Raging Against the Machine
- First Posted: Jun 24 2011 01:22 AM
- Updated: 7 months ago
High-end Vancouver, like its high-end hockey team, has alienated working-class fans to the point of anger.
If you believe Vancouver Mayor Gregor Robertson, as well as a commentator for this online publication, the rioters who set fire to parts of downtown Vancouver last week after the Canucks' Stanley Cup loss were mindless, unCanadian hooligans. Unequivocal dismissals are pithy – hardliners always offer the best quotations. I don't actually know what started the riots, but dismissing any social phenomenon is more lazy than tough. Worse, such dismissiveness mirrors a dissonance between the tranquil image Vancouver exports and the lie the city has become.

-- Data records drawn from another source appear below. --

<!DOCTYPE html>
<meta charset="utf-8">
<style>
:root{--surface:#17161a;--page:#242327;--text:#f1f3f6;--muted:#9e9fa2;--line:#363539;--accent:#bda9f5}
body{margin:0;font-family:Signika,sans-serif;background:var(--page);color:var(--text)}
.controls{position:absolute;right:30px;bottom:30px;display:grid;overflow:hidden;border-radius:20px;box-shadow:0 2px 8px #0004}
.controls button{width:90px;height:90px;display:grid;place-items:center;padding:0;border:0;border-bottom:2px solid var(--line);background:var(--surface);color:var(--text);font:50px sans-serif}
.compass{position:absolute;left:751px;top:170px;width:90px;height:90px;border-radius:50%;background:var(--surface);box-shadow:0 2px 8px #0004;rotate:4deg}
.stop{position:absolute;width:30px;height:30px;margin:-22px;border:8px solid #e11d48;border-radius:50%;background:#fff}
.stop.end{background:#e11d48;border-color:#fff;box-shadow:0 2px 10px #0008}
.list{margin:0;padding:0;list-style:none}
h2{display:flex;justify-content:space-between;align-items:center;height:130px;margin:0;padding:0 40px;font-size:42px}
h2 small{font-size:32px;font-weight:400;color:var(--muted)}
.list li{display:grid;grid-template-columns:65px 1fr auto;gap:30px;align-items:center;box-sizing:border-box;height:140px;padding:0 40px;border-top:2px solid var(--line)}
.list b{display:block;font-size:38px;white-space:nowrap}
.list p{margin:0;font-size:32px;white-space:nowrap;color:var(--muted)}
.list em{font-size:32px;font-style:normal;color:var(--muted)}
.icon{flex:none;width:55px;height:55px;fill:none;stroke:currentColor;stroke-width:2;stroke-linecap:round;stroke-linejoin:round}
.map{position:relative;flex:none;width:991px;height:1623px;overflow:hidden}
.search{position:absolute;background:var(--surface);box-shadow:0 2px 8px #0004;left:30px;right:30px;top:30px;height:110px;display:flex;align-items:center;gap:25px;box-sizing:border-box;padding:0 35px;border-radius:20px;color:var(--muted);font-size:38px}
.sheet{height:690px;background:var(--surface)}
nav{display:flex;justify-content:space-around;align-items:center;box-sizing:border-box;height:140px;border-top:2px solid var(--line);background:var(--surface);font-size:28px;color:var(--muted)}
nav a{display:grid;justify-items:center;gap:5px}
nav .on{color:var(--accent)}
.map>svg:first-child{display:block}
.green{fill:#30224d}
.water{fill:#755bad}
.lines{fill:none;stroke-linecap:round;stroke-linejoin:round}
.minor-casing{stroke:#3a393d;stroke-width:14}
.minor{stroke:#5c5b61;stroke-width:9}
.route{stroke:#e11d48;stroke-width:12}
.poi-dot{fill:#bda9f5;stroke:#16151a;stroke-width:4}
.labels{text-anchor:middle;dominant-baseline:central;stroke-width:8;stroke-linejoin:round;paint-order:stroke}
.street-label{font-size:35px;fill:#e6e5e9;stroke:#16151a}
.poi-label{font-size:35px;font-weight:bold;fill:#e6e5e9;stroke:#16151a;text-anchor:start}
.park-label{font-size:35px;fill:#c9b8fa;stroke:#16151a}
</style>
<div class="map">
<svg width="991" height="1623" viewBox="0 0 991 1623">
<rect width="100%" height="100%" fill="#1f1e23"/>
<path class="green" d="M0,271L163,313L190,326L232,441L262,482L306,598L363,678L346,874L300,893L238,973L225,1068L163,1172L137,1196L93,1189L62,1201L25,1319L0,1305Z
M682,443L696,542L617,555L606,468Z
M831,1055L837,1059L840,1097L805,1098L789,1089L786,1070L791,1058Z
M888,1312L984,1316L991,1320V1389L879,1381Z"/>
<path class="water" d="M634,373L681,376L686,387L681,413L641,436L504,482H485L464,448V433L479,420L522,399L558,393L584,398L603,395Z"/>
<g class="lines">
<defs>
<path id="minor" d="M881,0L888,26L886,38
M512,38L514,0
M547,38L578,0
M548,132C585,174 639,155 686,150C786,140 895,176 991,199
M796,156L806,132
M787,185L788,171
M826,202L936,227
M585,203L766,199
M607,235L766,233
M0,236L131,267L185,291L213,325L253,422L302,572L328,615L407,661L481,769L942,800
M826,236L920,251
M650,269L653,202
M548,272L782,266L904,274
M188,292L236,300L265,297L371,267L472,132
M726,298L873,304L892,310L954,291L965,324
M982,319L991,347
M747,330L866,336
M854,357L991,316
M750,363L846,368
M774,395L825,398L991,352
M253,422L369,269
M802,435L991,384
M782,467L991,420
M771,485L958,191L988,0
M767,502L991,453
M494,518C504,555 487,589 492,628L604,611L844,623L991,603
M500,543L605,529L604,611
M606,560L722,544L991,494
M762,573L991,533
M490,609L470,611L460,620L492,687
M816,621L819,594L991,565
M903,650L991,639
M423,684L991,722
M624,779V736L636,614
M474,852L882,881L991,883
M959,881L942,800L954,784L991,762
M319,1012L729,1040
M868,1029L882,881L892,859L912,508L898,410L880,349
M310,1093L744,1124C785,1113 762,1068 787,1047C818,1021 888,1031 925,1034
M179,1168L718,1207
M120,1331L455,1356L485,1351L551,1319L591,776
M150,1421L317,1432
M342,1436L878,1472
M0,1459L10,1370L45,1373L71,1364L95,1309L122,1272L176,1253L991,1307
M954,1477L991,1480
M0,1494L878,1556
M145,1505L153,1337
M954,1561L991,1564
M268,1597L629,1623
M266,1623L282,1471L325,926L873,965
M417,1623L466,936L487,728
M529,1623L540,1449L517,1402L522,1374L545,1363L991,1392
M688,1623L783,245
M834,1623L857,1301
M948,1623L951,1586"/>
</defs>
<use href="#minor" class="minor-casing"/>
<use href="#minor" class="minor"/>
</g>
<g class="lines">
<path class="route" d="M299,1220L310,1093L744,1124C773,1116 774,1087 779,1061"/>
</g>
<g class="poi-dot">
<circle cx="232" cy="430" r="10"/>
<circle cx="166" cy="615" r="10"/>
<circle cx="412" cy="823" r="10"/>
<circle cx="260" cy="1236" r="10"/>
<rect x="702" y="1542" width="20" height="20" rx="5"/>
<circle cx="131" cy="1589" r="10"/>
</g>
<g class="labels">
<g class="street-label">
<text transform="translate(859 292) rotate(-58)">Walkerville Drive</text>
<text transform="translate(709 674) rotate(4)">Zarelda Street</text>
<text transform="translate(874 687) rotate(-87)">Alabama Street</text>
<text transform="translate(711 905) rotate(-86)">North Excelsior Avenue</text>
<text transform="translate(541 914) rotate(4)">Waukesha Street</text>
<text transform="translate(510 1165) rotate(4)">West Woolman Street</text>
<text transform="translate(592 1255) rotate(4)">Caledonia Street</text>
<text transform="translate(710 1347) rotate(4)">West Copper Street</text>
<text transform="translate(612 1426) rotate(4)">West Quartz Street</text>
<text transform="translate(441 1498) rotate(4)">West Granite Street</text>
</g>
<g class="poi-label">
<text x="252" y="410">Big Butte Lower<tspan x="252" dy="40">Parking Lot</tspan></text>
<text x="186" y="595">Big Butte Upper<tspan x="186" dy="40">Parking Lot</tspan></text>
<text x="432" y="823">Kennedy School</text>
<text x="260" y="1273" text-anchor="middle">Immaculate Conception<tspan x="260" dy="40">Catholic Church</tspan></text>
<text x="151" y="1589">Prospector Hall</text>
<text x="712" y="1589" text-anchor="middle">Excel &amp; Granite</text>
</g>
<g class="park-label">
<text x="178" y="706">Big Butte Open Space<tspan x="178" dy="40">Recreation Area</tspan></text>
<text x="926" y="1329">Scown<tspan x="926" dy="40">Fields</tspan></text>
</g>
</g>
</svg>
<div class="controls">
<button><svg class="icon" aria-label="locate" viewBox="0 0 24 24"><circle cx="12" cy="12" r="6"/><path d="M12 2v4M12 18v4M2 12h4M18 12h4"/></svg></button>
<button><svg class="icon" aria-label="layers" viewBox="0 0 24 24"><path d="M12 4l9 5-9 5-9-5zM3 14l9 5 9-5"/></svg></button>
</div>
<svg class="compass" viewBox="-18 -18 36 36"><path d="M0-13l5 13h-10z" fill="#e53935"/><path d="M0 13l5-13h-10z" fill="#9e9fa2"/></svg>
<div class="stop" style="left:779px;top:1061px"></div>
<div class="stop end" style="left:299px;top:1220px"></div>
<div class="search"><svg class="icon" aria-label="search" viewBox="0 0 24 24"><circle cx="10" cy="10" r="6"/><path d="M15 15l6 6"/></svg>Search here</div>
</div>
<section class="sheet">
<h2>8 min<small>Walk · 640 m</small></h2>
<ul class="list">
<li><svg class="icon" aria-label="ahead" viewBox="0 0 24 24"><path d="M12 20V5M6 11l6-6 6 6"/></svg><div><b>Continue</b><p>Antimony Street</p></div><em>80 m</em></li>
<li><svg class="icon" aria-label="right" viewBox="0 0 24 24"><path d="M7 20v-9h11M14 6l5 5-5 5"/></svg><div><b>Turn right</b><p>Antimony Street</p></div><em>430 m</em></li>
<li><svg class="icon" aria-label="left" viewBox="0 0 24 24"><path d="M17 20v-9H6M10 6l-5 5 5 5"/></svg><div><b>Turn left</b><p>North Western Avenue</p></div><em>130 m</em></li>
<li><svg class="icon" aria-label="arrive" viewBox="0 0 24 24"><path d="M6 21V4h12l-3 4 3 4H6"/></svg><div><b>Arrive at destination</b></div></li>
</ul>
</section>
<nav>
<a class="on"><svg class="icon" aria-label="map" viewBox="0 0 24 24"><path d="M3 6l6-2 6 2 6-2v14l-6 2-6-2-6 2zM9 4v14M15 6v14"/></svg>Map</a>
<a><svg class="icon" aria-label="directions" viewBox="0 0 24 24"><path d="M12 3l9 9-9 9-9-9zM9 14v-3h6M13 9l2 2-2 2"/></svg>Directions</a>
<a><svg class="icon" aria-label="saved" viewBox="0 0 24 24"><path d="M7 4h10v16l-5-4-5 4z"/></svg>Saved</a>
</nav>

Gregor Robertson lives in a comfortable 23rd Avenue house one block west of Oak Street. Until the mid-1980s, Oak was the division between the city's wealthy and middle classes. Moving east from Oak to Cambie, Main, and Fraser, each major north-south street was a further step toward working-class homes, immigrants, and the rundown schools that defined Vancouver as an affordable city at the continental edge.
That Vancouver's western peninsula was also spectacular did not alter its grungy identity. The Canucks were part of this grunge. To compete with large markets in Chicago and New York in a pre-salary cap National Hockey League required overachievement from blue-collar grinders. Stan Smyl, Darcy Rota, Harold Snepsts, Tiger Williams, and Powell River's Gary Lupul were neither swift nor snipers. Even the King, Richard Brodeur, was a castoff.
This was the bliss of 1982: the workers from a third-class industrial port sticking it to the plutocratic dynasties of Reagan America. If not for Snepsts' devastating turnover at the end of regulation in Game One, the momentum might not have shifted toward the Islanders; Thomas Gradin, remember, staked the Canucks to an early 2-0 lead in that game. And had King Richard's blood not stained his crease after taking a Dan Daoust slapshot to his ear early the next season, the Canucks could have continued surging, even with Edmonton in ascent.
Despite being swept, Mayor Mike Harcourt threw a parade for our team. (They were losers, but they were our losers!) The triumph coursed through an underdeveloped downtown, everybody singing and still waving plain white towels ecstatically. Nothing glamorous: a harbour of floating timber and barges loaded with sawdust; an old mining town of mac jackets and mullets, mingling with fatigued natives and hippie draft dodgers living in a soaked provincial refuge, unknown to the world because there was not much to know. The Beachcombers was the rage.
Contrast that city toasting its losers with the decadence that turned Vancouver from a forgotten port to a poor man's Hollywood. There is no undeveloped property anywhere – every nook and niche claimed by condominiums, stadia, coffee, and casinos; timbermen's jackets replaced by adorable Lululemon asses, the costume of a leisure class with time to shape their figures; hippies gone wealthy, local festivals marketed worldwide, mountains transformed to Monte Carlo; the mines – though still economic bedrock – obscured by film crews and marijuana monopolies.
Who are the Canucks of this city? A cosmopolitan Franco-European crew, bankrolled by a mining titan beloved by Bill Clinton, a roster adorned by cranky $5 million stars who cannot thrive without serene pre-game walks to meditate along the seawall, and whose only local boy hardly plays. If I'm a second- or third-generation diehard fan watching Tim Thomas dive and lunge for every puck, the way you expect of a blue-collar Michigander from a dying (actually dead) industrial town, it's tough not to be outraged by Roberto Luongo's blueblooded butterfly or the east-west evasiveness of a Sedin cycle. If you are going to look so pretty on the ice, you better win.